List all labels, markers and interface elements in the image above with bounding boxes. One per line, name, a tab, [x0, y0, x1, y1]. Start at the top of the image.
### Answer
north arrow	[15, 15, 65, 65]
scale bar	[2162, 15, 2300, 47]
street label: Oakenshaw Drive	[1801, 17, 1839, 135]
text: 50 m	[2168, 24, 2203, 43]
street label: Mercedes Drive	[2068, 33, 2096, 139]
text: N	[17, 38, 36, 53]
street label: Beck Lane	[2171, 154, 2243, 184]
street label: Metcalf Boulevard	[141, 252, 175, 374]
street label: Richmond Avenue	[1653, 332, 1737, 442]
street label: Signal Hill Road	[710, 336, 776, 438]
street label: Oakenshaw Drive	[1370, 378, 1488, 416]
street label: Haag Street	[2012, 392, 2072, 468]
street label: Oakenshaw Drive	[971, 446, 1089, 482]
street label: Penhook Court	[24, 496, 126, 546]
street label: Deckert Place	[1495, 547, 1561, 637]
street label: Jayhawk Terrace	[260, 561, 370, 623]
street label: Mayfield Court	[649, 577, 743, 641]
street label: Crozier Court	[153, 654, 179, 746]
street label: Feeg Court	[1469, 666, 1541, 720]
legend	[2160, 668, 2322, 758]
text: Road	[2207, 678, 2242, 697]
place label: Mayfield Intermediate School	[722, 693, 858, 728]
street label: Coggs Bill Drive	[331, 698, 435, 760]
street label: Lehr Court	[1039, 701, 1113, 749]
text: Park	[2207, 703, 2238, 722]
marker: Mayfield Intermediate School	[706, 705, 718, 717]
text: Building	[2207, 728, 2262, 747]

**Problem:** Every entry is to be restated exactly, with no line dropped.

**The answer:**
List all labels, markers and interface elements in the image above with bounding boxes. One per line, name, a tab, [x0, y0, x1, y1]. Start at the top of the image.
### Answer
north arrow	[15, 15, 65, 65]
scale bar	[2162, 15, 2300, 47]
street label: Oakenshaw Drive	[1801, 17, 1839, 135]
text: 50 m	[2168, 24, 2203, 43]
street label: Mercedes Drive	[2068, 33, 2096, 139]
text: N	[17, 38, 36, 53]
street label: Beck Lane	[2171, 154, 2243, 184]
street label: Metcalf Boulevard	[141, 252, 175, 374]
street label: Richmond Avenue	[1653, 332, 1737, 442]
street label: Signal Hill Road	[710, 336, 776, 438]
street label: Oakenshaw Drive	[1370, 378, 1488, 416]
street label: Haag Street	[2012, 392, 2072, 468]
street label: Oakenshaw Drive	[971, 446, 1089, 482]
street label: Penhook Court	[24, 496, 126, 546]
street label: Deckert Place	[1495, 547, 1561, 637]
street label: Jayhawk Terrace	[260, 561, 370, 623]
street label: Mayfield Court	[649, 577, 743, 641]
street label: Crozier Court	[153, 654, 179, 746]
street label: Feeg Court	[1469, 666, 1541, 720]
legend	[2160, 668, 2322, 758]
text: Road	[2207, 678, 2242, 697]
place label: Mayfield Intermediate School	[722, 693, 858, 728]
street label: Coggs Bill Drive	[331, 698, 435, 760]
street label: Lehr Court	[1039, 701, 1113, 749]
text: Park	[2207, 703, 2238, 722]
marker: Mayfield Intermediate School	[706, 705, 718, 717]
text: Building	[2207, 728, 2262, 747]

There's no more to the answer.